[Start of section]
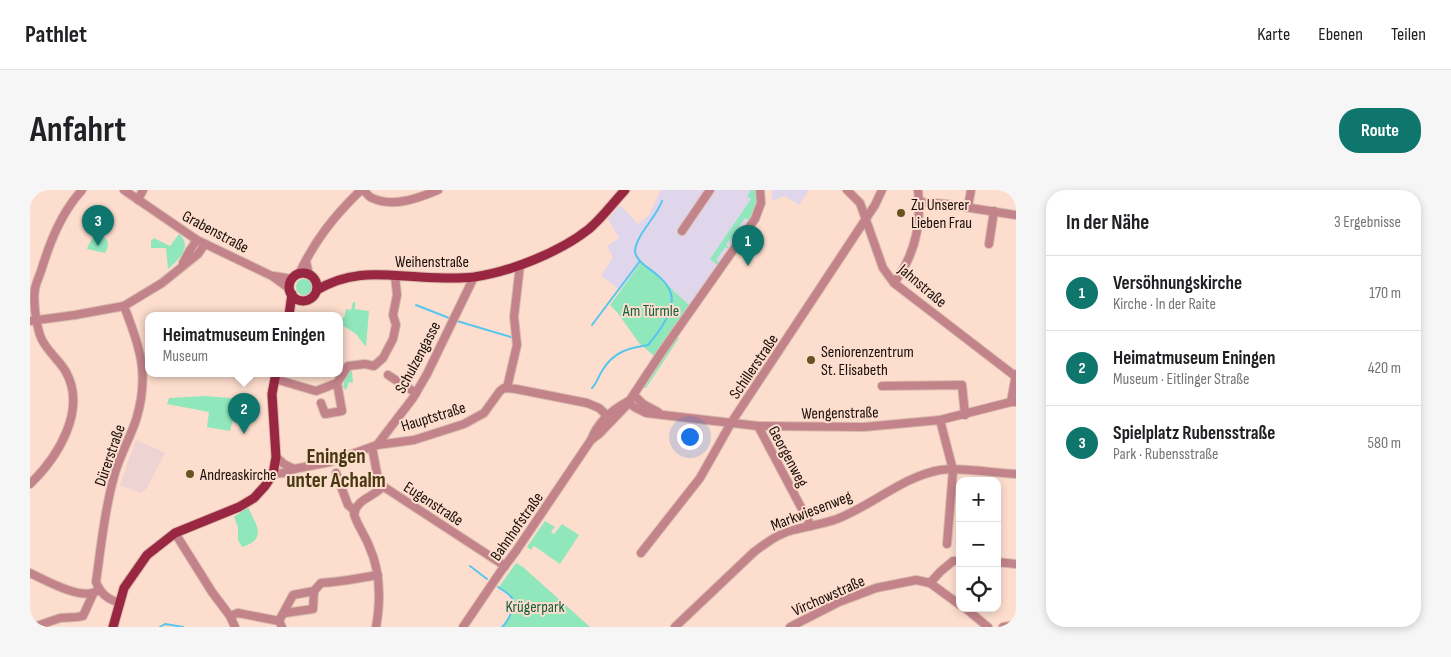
<!DOCTYPE html>
<html lang="de">
<meta charset="utf-8">
<style>
body{margin:0;font-family:"Sofia Sans Condensed",sans-serif;background:#f6f6f6;color:#202124}
.controls{position:absolute;right:15px;bottom:15px;display:grid;overflow:hidden;border-radius:10px;box-shadow:0 2px 8px #0003}
.controls button{width:45px;height:45px;display:grid;place-items:center;padding:0;border:0;border-bottom:1px solid #e0e0e0;background:#fff;color:#202124;font:25px sans-serif}
.you{position:absolute;left:659px;top:246px;width:18px;height:18px;margin:-12px;border:4px solid #fff;border-radius:50%;background:#1a73e8;box-shadow:0 0 0 8px #1a73e833}
.badge{display:grid;place-items:center;width:32px;height:32px;border-radius:50%;background:#0f766e;color:#fff;font-size:16px;font-weight:700}
.pin{position:absolute;translate:-50% -41px;filter:drop-shadow(0 1px 2px #0008)}
.pin::after{content:'';position:absolute;top:26px;width:18px;height:15px;background:inherit;clip-path:polygon(0 0,100% 0,50% 100%)}
.popup{position:absolute;left:115px;top:122px;width:198px;height:65px;box-sizing:border-box;display:grid;place-content:center;border-radius:10px;background:#fff;filter:drop-shadow(0 1px 4px #0005);font-size:16px;white-space:nowrap;color:#757577}
.popup b{font-size:19px;color:#202124}
.popup::after{content:'';position:absolute;left:50%;top:100%;margin-left:-10px;border:10px solid transparent;border-top-color:#fff}
.list{margin:0;padding:0;list-style:none}
h2{display:flex;justify-content:space-between;align-items:center;height:65px;margin:0;padding:0 20px;font-size:21px}
h2 small{font-size:16px;font-weight:400;color:#757577}
.list li{display:grid;grid-template-columns:32px 1fr auto;gap:15px;align-items:center;box-sizing:border-box;height:75px;padding:0 20px;border-top:1px solid #e0e0e0}
.list b{display:block;font-size:19px;white-space:nowrap}
.list p{margin:0;font-size:16px;white-space:nowrap;color:#757577}
.list em{font-size:16px;font-style:normal;color:#757577}
.icon{flex:none;width:28px;height:28px;fill:none;stroke:currentColor;stroke-width:2;stroke-linecap:round;stroke-linejoin:round}
.map{position:relative;flex:none;width:986px;height:437px;overflow:hidden;border-radius:20px}
header{display:flex;align-items:center;gap:30px;box-sizing:border-box;height:70px;padding:0 25px;background:#fff;border-bottom:1px solid #e0e0e0}
header strong{font-size:24px}
nav{display:flex;gap:28px;margin-inline-start:auto;font-size:18px}
.intro{display:flex;align-items:center;justify-content:space-between;box-sizing:border-box;height:120px;padding:0 30px}
h1{margin:0;font-size:35px}
.button{padding:12px 22px;border-radius:20px;background:#0f766e;color:#fff;font-size:18px;font-weight:700}
main{display:flex;gap:30px;padding:0 30px}
aside{flex:1;background:#fff;border-radius:20px;box-shadow:0 2px 8px #0003}
.map>svg:first-child{display:block}
.commercial{fill:#dfd6eb}
.education{fill:#eed3d3}
.green{fill:#90e7bc}
.lines{fill:none;stroke-linecap:round;stroke-linejoin:round}
.stream{stroke:#56c6ef;stroke-width:2}
.minor-casing{stroke:#d8bcad;stroke-width:10}
.major-casing{stroke:#d8bcad;stroke-width:11}
.minor{stroke:#c3838a;stroke-width:8}
.major{stroke:#992741;stroke-width:9}
.poi-dot{fill:#665321;stroke:#fdddcd;stroke-width:2}
.labels{text-anchor:middle;stroke-width:4;stroke-linejoin:round;paint-order:stroke}
.poi-label{font-size:16px;fill:#180d08;stroke:#fdddcd;text-anchor:start}
.street-label{font-size:16px;fill:#180d08;stroke:#fdddcd}
.park-label{font-size:16px;fill:#146042;stroke:#fdddcd}
.district-label{font-size:21px;font-weight:bold;fill:#46380f;stroke:#fdddcd}
</style>
<header>
<strong>Pathlet</strong>
<nav><a>Karte</a><a>Ebenen</a><a>Teilen</a></nav>
</header>
<div class="intro"><h1>Anfahrt</h1><a class="button">Route</a></div>
<main>
<div class="map">
<svg width="986" height="437" viewBox="0 0 986 437">
<rect width="100%" height="100%" fill="#fdddcd"/>
<g class="commercial">
<path d="M631 0H735L726 3 727 13 724 23 660 116 613 71 590 100 571 86 583 67 577 56 589 48 578 29 590 15 608 34 619 25Z"/>
<path d="M742 0H779L769 15 755 6 742 11Z"/>
</g>
<path class="education" d="M106 250 135 263 117 298 110 303 90 295Z"/>
<g class="green">
<path d="M721 0H725C728 12 725 20 719 30L715 28 708 38 712 41 710 43 706 41 696 55 700 58 699 59 695 57 686 70 690 73 688 75 680 69 721 9 717 6Z"/>
<path d="M149 44C163 56 149 70 138 79L136 58H121V51L124 48 140 56Z"/>
<path d="M70 45C79 48 80 55 75 63L57 59C59 52 62 47 70 45Z"/>
<path d="M612 71 660 116 624 166 609 153 587 122 580 115Z"/>
<circle cx="274" cy="97" r="8"/>
<path d="M323 112H325V119L339 121 336 157 326 144 309 133V127L320 129 314 128 316 119 321 120Z"/>
<path d="M647 147 649 148 616 198H614Z"/>
<path d="M319 180 322 181 323 193 319 192 316 200 313 197 316 183Z"/>
<path d="M175 206 212 209V219L205 223 200 241 177 237 179 222 137 214 139 208Z"/>
<path d="M218 317C226 335 238 349 212 357L208 350V337L204 327Z"/>
<path d="M515 331 525 337 521 342 524 344 532 334 549 345 530 374 504 356 501 360 497 357Z"/>
<path d="M486 373 493 377 560 437H473C477 433 479 428 482 423 488 409 480 405 469 397Z"/>
</g>
<g class="lines">
<g class="stream">
<path d="M386 115 419 128"/>
<path d="M427 131 484 148"/>
<path d="M562 135 610 71"/>
<path d="M562 198C567 193 568 187 572 181 583 162 598 158 618 155 629 142 648 118 640 101 636 90 622 81 613 74 610 71 605 67 605 61 606 45 626 28 632 11"/>
<path d="M440 376 457 389"/>
<path d="M468 397C480 405 488 408 481 423 479 428 477 433 472 437"/>
<path d="M130 437 135 434 153 437"/>
</g>
<defs>
<g id="minor">
<path d="M94 0 167 50 242 86 260 99"/>
<path d="M334 0C336 3 339 7 342 8 363 18 389 8 408 0"/>
<path d="M817 0 830 13 853 78 864 93 985 186"/>
<path d="M108 10 113 0"/>
<path d="M889 12 915 14 986 25"/>
<path d="M938 17 941 0"/>
<path d="M652 41 680 0"/>
<path d="M959 54 964 21"/>
<path d="M276 71 279 85"/>
<path d="M153 73 160 60 167 50"/>
<path d="M269 84C285 50 304 26 331 0"/>
<path d="M244 86 262 89"/>
<path d="M864 93C885 65 892 34 888 0"/>
<path d="M0 131 45 125 94 116 132 93 168 64 175 54"/>
<path d="M358 185 386 203"/>
<path d="M245 189 286 201 307 193 318 176 335 174 344 176 353 168 363 149 366 135 363 125 367 105 365 86"/>
<path d="M852 196 932 195 935 225"/>
<path d="M477 198 487 155 484 127 490 75"/>
<path d="M604 205 613 214 628 222"/>
<path d="M597 212 606 218 616 223 728 236 834 237 910 230 981 212H986"/>
<path d="M981 212 986 184"/>
<path d="M291 213 295 224 312 221 307 193"/>
<path d="M910 230 923 280 917 354"/>
<path d="M728 236 781 336"/>
<path d="M561 250 569 244 596 216 633 160 725 29 731 13 730 0"/>
<path d="M347 255 383 208 397 184 444 87"/>
<path d="M342 257 348 289 351 295 475 376"/>
<path d="M246 267 254 274 264 279"/>
<path d="M306 283 318 315 325 321"/>
<path d="M243 284 253 283 264 279 300 272 347 255 384 250 434 234 454 223 470 201 474 198 486 199 557 213 569 218 582 230"/>
<path d="M0 294C28 267 57 220 36 182 29 169 14 159 10 145 6 133 3 111 5 99 6 93 9 87 11 81 20 52 31 23 52 0"/>
<path d="M145 343 182 402 200 426 205 437"/>
<path d="M611 363 670 288 701 233 845 15 852 0"/>
<path d="M967 372 986 374"/>
<path d="M0 383C15 390 52 411 67 401"/>
<path d="M900 393 910 382 923 371H930"/>
<path d="M90 413C77 409 71 404 66 392 71 356 75 318 85 283 90 265 100 248 106 230 120 185 110 157 94 116"/>
<path d="M935 418 958 437"/>
<path d="M255 423 283 419 284 401"/>
<path d="M200 426 208 423 249 431 252 437"/>
<path d="M249 431 263 405 284 401 291 393C311 392 329 388 348 385"/>
<path d="M4 437 30 428 47 427 53 426 63 404"/>
<path d="M346 437C351 409 351 382 339 356 335 345 327 335 324 324 327 308 345 307 353 296"/>
<path d="M433 437 471 381 486 361 561 250C568 232 580 221 597 212"/>
<path d="M645 437 724 362C736 353 748 344 763 340 778 336 793 334 807 329 843 315 872 287 910 280 931 277 964 283 986 284"/>
<path d="M760 437 809 412 846 398 886 390 900 393 930 415"/>
<path d="M973 437 986 435"/>
</g>
<g id="major">
<circle cx="273" cy="97" r="14"/>
<path d="M287 100C322 79 352 85 390 87 408 88 426 89 444 87 480 82 530 62 559 39 572 28 583 13 595 0"/>
<path d="M259 125 262 104"/>
<path d="M83 437 94 398 117 365 145 343 209 317 224 308 235 296 243 284 246 267 242 204 246 183"/>
</g>
</defs>
<use href="#minor" class="minor-casing"/>
<use href="#major" class="major-casing"/>
<use href="#minor" class="minor"/>
<use href="#major" class="major"/>
</g>
<g class="poi-dot">
<circle cx="871" cy="23" r="5"/>
<circle cx="781" cy="170" r="5"/>
<circle cx="160" cy="284" r="5"/>
</g>
<g class="labels">
<g class="poi-label">
<text x="881" y="20">Zu Unserer<tspan x="881" dy="18">Lieben Frau</tspan></text>
<text x="791" y="167">Seniorenzentrum<tspan x="791" dy="18">St. Elisabeth</tspan></text>
<text x="170" y="290">Andreaskirche</text>
</g>
<g class="street-label">
<text transform="translate(186 41) rotate(28)" y="6">Grabenstraße</text>
<text x="402" y="77">Weihenstraße</text>
<text transform="translate(893 95) rotate(40)" y="6">Jahnstraße</text>
<text transform="translate(387 167) rotate(-62)" y="6">Schulzengasse</text>
<text transform="translate(723 176) rotate(-56)" y="6">Schillerstraße</text>
<text transform="translate(810 222) rotate(-1)" y="6">Wengenstraße</text>
<text transform="translate(403 226) rotate(-17)" y="6">Hauptstraße</text>
<text transform="translate(79 265) rotate(-71)" y="6">Dürerstraße</text>
<text transform="translate(759 266) rotate(62)" y="6">Georgenweg</text>
<text transform="translate(404 313) rotate(33)" y="6">Eugenstraße</text>
<text transform="translate(781 320) rotate(-21)" y="6">Markwiesenweg</text>
<text transform="translate(486 336) rotate(-55)" y="6">Bahnhofstraße</text>
<text transform="translate(798 405) rotate(-24)" y="6">Virchowstraße</text>
</g>
<g class="park-label">
<text x="621" y="126">Am Türmle</text>
<text x="505" y="422">Krügerpark</text>
</g>
<g class="district-label">
<text x="306" y="273">Eningen<tspan x="306" dy="24">unter Achalm</tspan></text>
</g>
</g>
</svg>
<div class="controls">
<button>+</button>
<button>−</button>
<button><svg class="icon" aria-label="locate" viewBox="0 0 24 24"><circle cx="12" cy="12" r="6"/><path d="M12 2v4M12 18v4M2 12h4M18 12h4"/></svg></button>
</div>
<div class="you"></div>
<div class="pin badge" style="left:718px;top:76px">1</div>
<div class="pin badge" style="left:214px;top:244px">2</div>
<div class="popup"><b>Heimatmuseum Eningen</b>Museum</div>
<div class="pin badge" style="left:68px;top:56px">3</div>
</div>
<aside>
<h2>In der Nähe<small>3 Ergebnisse</small></h2>
<ul class="list">
<li><span class="badge">1</span><div><b>Versöhnungskirche</b><p>Kirche · In der Raite</p></div><em>170 m</em></li>
<li><span class="badge">2</span><div><b>Heimatmuseum Eningen</b><p>Museum · Eitlinger Straße</p></div><em>420 m</em></li>
<li><span class="badge">3</span><div><b>Spielplatz Rubensstraße</b><p>Park · Rubensstraße</p></div><em>580 m</em></li>
</ul>
</aside>
</main>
[End of section]
_YOUR ASSIGNMENT_
In the data above, tally the lines holding "filter" and answer with the figure only.

_TASK OUTPUT_
2